Animal agriculture is unsustainable. When land is used to raise animals instead of crops, precious water and soil are lost, trees are cut down to clear areas for grazing or factory farm sheds, and untreated animal waste pollutes rivers and streams.
It’s 18 times more efficient to produce a plant-based chicken alternative than to raise flesh-and-blood chickens. Thankfully, there is an endless variety of healthy and eco- and animal-friendly vegetables, fruit, grain, and legumes.
A recent study by the University of Oxford found that eliminating animal products can reduce a person’s food-related carbon footprint by 73 percent, and if everyone went vegan, global farmland could be reduced by 75 percent. All this is in addition to the personal benefits to their health – reducing their risk of obesity, heart disease, and cancer.
The link between climate change and animal agriculture has been extensively documented, showing that at nearly every stage of meat, egg, and milk production, climate-changing gases are released into the atmosphere, potentially disrupting weather patterns and ecosystems.
Animal agriculture is responsible for nearly a fifth of human-induced greenhouse gas emissions, according to the UN.
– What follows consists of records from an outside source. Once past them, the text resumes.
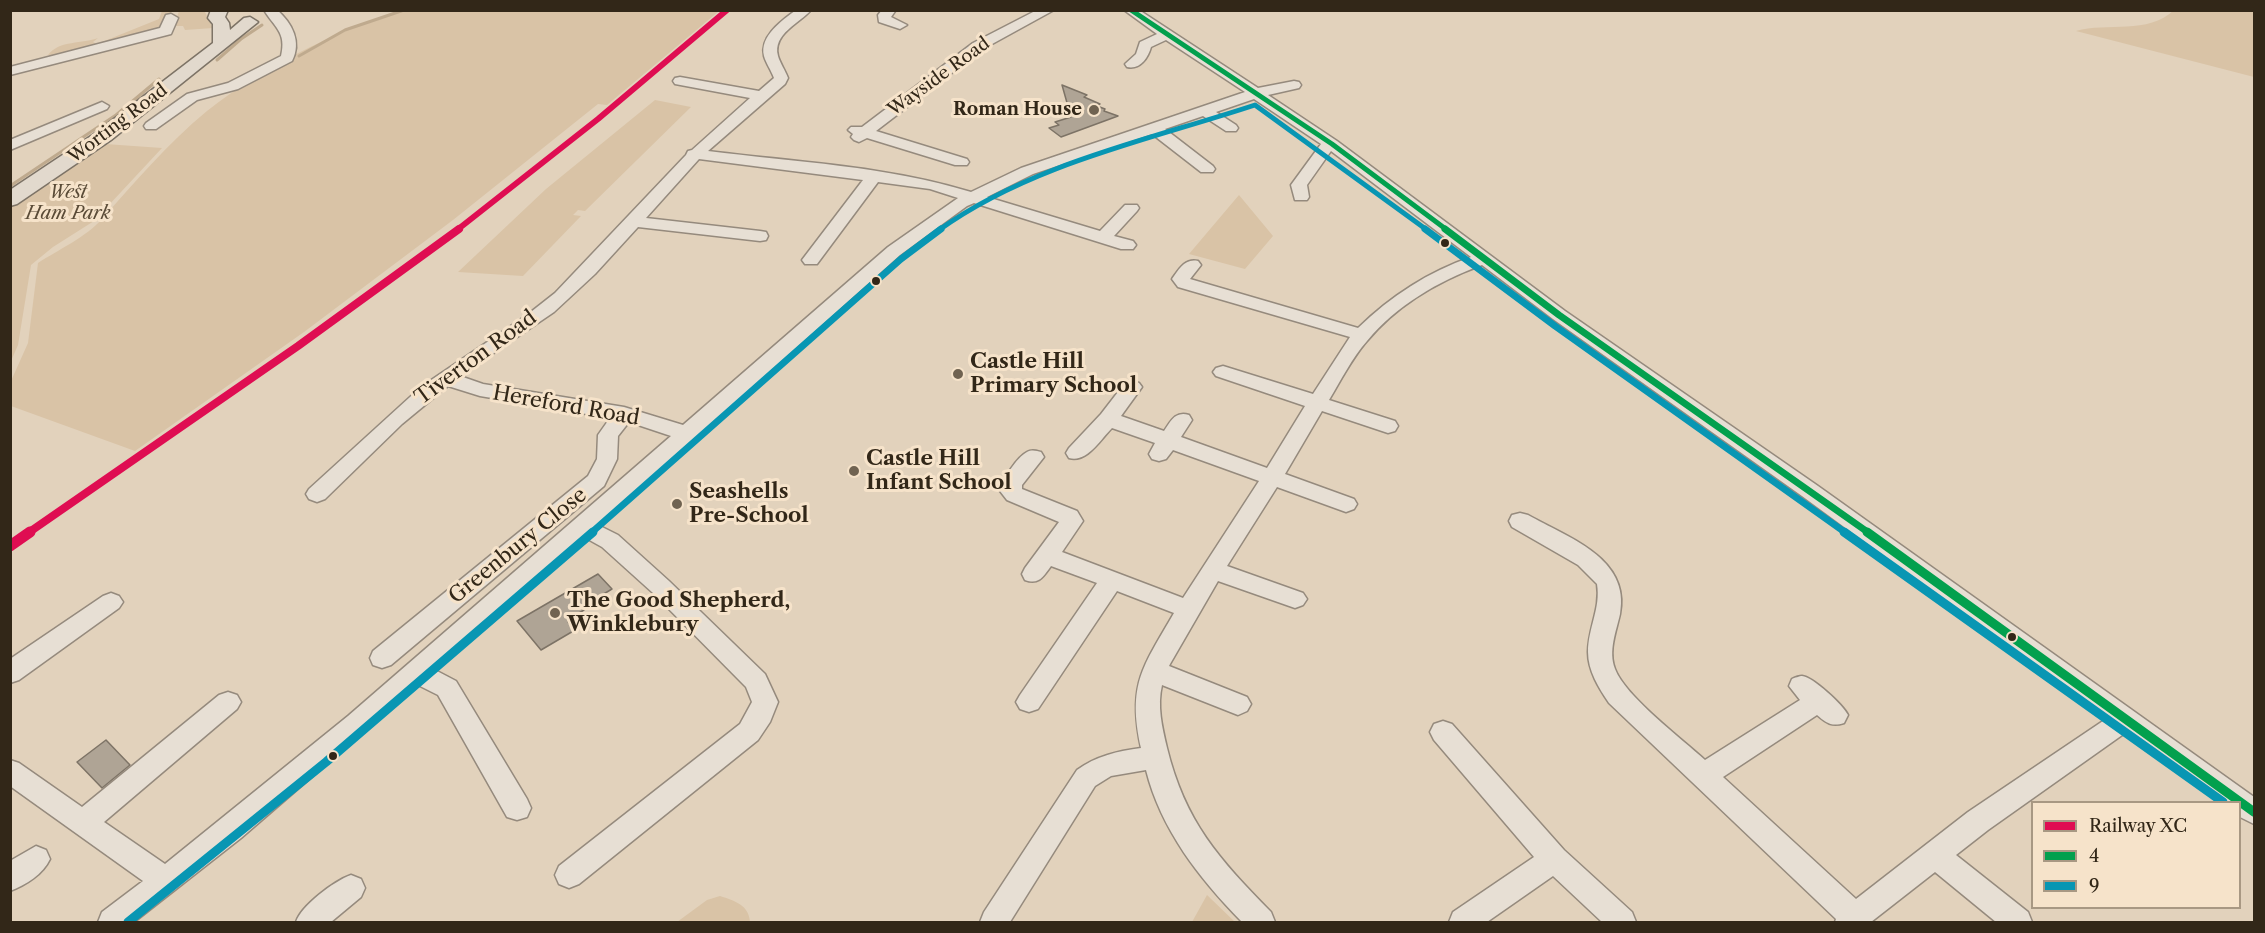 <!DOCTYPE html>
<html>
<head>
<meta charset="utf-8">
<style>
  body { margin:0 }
  #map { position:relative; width:2265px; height:933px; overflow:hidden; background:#e2d2bc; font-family:"Libre Caslon Text",serif }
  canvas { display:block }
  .frame { position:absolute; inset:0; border:12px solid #322718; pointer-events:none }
  .legend { position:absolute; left:2031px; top:801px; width:210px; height:108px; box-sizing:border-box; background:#f6e3ca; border:2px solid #a89883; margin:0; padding:8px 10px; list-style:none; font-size:18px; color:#322718 }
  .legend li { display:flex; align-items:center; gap:12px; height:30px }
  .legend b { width:30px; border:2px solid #a89883 }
</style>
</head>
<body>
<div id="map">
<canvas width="2265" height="933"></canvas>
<div class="frame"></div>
<ul class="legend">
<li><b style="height:8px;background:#df0d52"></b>Railway XC</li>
<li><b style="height:8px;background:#02a04e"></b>4</li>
<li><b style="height:8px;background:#0896b3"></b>9</li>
</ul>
</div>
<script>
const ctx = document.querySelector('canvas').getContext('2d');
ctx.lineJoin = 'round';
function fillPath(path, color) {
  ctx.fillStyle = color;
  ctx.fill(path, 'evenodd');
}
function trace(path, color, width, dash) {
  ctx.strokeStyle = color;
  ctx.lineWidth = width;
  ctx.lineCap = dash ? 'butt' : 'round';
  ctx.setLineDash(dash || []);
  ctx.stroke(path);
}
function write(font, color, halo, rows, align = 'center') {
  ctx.font = font + ' "Libre Caslon Text",serif';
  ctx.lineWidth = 6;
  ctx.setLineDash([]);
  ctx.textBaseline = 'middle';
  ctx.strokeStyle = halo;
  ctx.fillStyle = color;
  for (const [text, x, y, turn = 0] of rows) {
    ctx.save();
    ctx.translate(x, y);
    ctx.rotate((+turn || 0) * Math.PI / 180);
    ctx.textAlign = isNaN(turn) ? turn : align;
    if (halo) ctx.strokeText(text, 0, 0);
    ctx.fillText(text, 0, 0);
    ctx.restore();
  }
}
const green = new Path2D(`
  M204 10 213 28 185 30 183 26H174L179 11Z
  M2174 10 2254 11V77L2076 31C2107 22 2148 35 2174 10Z
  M162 11H172C169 16 166 22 161 26 143 39 82 50 58 56L48 55C59 40 83 44 98 38L93 42 97 44 159 19Z
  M401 11H719L607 105 598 104 453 220 304 332 135 451 11 406V381L28 343 38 263C58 250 86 237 102 219 135 182 168 143 207 111 264 66 332 33 401 11Z
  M655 100 691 107 585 211 578 210 573 215 581 216 523 276 458 272 546 189Z
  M105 144 162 148 94 221 53 247 31 265 18 345 11 361V206Z
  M1239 195 1273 236 1245 269 1189 254Z
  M1207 895 1235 922H1192Z
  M720 896C735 901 749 905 750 922H677L707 900Z`);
const stream = new Path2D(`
  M299 56 345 30 404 10
  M217 60 241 39 262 25
  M10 186 116 115 159 79`);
const building = new Path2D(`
  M1062 85 1087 95 1084 97 1100 104 1097 106 1105 109 1104 111 1118 116 1061 137 1049 128 1059 125 1055 122 1071 117Z
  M598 574 612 589 582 607 584 610 574 616 576 618 568 622 575 630 541 650 517 621Z
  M106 740 130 765 102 788 77 762Z`);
const minor = new Path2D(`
  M264 10H277C292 23 302 42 292 61L238 89 197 100 156 129H146L144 126 146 123 187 94 228 83 281 56C287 32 274 27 264 10Z
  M796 10H811C800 23 772 34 778 56 780 63 785 70 788 78L785 84 708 151C795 162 887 166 971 192L1021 168 1245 92 1166 40 1151 47C1148 58 1140 70 1127 67L1125 64 1136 54 1140 42 1157 34 1124 10H1139L1258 88 1294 81 1299 82 1301 85 1299 88 1268 95 1337 141 1565 311 1818 486 2254 797V824L2240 817V802H2220L2125 733 1988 830 1956 855 2028 912 2032 922H1996L1935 872 1871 922H1835L1836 919 1609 703C1599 688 1588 671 1588 652 1588 628 1601 608 1597 584L1578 565 1512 527 1509 521 1512 515 1520 513 1528 515C1567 537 1631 558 1620 614 1616 632 1608 651 1615 669 1625 696 1682 739 1705 760L1800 700 1789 686 1792 679C1794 678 1800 676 1802 676 1813 677 1843 705 1848 715L1844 723C1832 727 1826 723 1817 715L1723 777 1856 899 1968 812 2106 719 1802 496 1553 319 1482 265C1438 281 1396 306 1367 341 1352 358 1341 380 1329 400L1395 421 1398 426 1395 431 1388 433 1322 411 1285 474 1354 499 1357 504 1354 509 1346 512 1277 487 1227 566 1303 593 1307 599 1303 605 1295 608 1218 581 1170 664 1169 666 1247 697 1251 704 1247 711 1238 715 1162 685C1157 706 1162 727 1167 748 1185 822 1219 859 1271 912L1275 922H1242C1200 879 1161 830 1146 770L1111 776 1095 786 1010 922H980L984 912 1077 770C1096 756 1118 751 1141 748 1127 684 1143 667 1174 613L1117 591 1038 709 1029 712 1020 709 1016 702 1020 695 1097 583 1051 566C1043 577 1039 585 1025 580L1022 574 1025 568 1059 522 1007 500 1000 491C1002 480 1017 457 1027 452 1032 449 1037 451 1041 452L1044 457 1022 485V489L1077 511 1083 521 1062 552 1183 598 1259 481 1173 450 1166 459 1159 461 1152 459 1149 454 1155 443 1112 428C1100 440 1087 463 1069 458L1066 453 1069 448 1101 414 1125 383 1132 381 1139 383 1142 387 1121 416 1164 431C1171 421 1175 411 1189 415L1192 420 1181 437 1267 468 1305 406 1216 376 1213 372 1216 368 1223 366 1313 394 1350 337 1178 287 1172 279C1179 269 1185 258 1198 261L1201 265 1190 279 1358 328C1391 296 1428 272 1471 257L1331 151 1307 185 1309 197 1307 200H1295L1291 185 1321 144 1254 99 1216 112 1236 125 1238 128 1236 131H1226L1203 116 1165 129 1213 166 1215 169 1213 172H1201L1152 134 1033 174 987 197 1100 231 1125 205H1137L1139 208 1137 211 1114 236 1133 241 1136 245 1133 249H1121L974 203 967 206 900 255 598 525 618 535 669 581 765 674 778 702 770 722 758 740 579 884 569 888 559 884 555 875 559 866 740 724 752 702 746 687 653 593 602 547 584 537 435 670 456 681 527 799 531 808 527 817 517 820 507 817 438 695 418 685 241 838 134 922H98L102 912 143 881 10 786V760L19 763 82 807 219 695 228 692 237 695 241 702 237 709 104 822 165 864 348 716 671 436 629 422 618 436 617 459 604 486 391 665 382 668 373 665 370 658 373 651 588 476 597 459 598 435 610 418 480 396 448 386 402 424 325 499 317 502 309 499 306 494 309 489 421 387 527 315 555 293 686 155 688 151 692 150 750 98 675 84 673 81 675 78 680 77 759 91 774 78C771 70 766 63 764 56 759 36 783 20 796 10ZM699 159 863 180 802 260 805 264H817L878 182 930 189 958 198 888 247 683 425 624 407 483 384 460 376 554 312 595 274 638 227 760 241 766 240 768 236 766 232 760 231 646 218Z
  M882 10H896L891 17 907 25 900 29 879 22 878 15Z
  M1037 10H1054L983 49 876 131 967 159 969 162 967 165H955L867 138 859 142 854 140 851 137 853 134 848 130 851 127H862L973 43Z
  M171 14 178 18 171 34 10 75V67L160 28 166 15Z
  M102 102 109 106 107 109 10 150V140Z
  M111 593 119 596 123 602 119 608 19 680 10 683V659L103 596Z
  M1443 721 1452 724 1564 850 1632 912 1636 922H1602L1553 876 1487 922H1449L1453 912 1534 857 1434 740 1430 732 1434 724Z
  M36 846 46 850 50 859C43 874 26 885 10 891V861Z
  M351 875 361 879 365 888 361 897 331 922H296C301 906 334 881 351 875Z`);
const major = new Path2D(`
  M211 10H228L225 17 229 23 230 30 244 18 250 17 258 22 111 140 17 204 10 206V190L97 132 213 43V24L208 18Z`);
const bus1Far2 = new Path2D(`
  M1131 10 1332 144 1447 230`);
const bus1Far1 = new Path2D(`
  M1445 229 1559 315 1869 533`);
const bus1 = new Path2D(`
  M1867 532 2254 812`);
const bus2Far2 = new Path2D(`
  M939 230C1031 164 1149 140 1255 105L1427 230`);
const bus2Far1 = new Path2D(`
  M1425 229 1555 326 1846 533
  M591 533 901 259 941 229`);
const bus2 = new Path2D(`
  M1844 532 2223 802
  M128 922 326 762 593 532`);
const rail1Far2 = new Path2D(`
  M457 230 598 119 727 10`);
const rail1Far1 = new Path2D(`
  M28 533 298 346 459 229`);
const rail1 = new Path2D(`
  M10 546 30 532`);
const markers = [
  [1094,110,6,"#706351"],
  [1445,243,5,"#322718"],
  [876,281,5,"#322718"],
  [958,374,6,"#706351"],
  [854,471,6,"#706351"],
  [677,504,6,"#706351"],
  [555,613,6,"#706351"],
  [2012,637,5,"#322718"],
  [333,756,5,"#322718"]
];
const farStreetnames = [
  ["Wayside Road",939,77,-36],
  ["Worting Road",118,124,-37]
];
const farPoinames = [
  ["Roman House",1082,110]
];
const farParknames = [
  ["West",68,193],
  ["Ham Park",68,214]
];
const streetNames = [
  ["Tiverton Road",476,358,-36],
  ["Hereford Road",566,406,10],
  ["Greenbury Close",518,546,-39]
];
const poiNames = [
  ["Castle Hill",970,362],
  ["Primary School",970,386],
  ["Castle Hill",866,459],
  ["Infant School",866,483],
  ["Seashells",689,492],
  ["Pre-School",689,516],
  ["The Good Shepherd,",567,601],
  ["Winklebury",567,625]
];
fillPath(green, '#d9c3a6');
trace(stream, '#bfaa8e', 3);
fillPath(building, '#afa495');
trace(building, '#7d7366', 1.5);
trace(minor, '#958a7d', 3);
trace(major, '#7d7366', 3);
fillPath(minor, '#e7dfd4');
fillPath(major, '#e2d9cd');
trace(bus1Far2, '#02a04e', 5);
trace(bus1Far1, '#02a04e', 7);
trace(bus1, '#02a04e', 9);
trace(bus2Far2, '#0896b3', 5);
trace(bus2Far1, '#0896b3', 7);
trace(bus2, '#0896b3', 9);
trace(rail1Far2, '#df0d52', 6);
trace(rail1Far1, '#df0d52', 8);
trace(rail1, '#df0d52', 11);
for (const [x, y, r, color] of markers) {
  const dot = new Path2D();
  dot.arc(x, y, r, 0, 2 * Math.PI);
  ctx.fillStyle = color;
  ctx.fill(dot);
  trace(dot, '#f6e3ca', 2);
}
write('18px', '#322718', '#f6e3ca', farStreetnames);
write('bold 18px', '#322718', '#f6e3ca', farPoinames, 'right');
write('italic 18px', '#5a4b37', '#f6e3ca', farParknames);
write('21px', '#322718', '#f6e3ca', streetNames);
write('bold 21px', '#322718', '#f6e3ca', poiNames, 'left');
</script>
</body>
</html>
We all have the power to change that and help protect the planet by reducing the amount of greenhouse gases that our diets contribute to climate change by up to 60 percent – simply by avoiding animal-derived foods.
With all the scrumptious vegan choices widely available at supermarkets and restaurants nationwide, there’s no reason to keep eating foods made with animal ingredients. It’s like throwing petrol on a blazing fire. PETA stands ready to provide anyone and everyone with resources, encouragement, and tips to make the switch to a vegan lifestyle.
Ingrid Newkirk is the founder of PETA.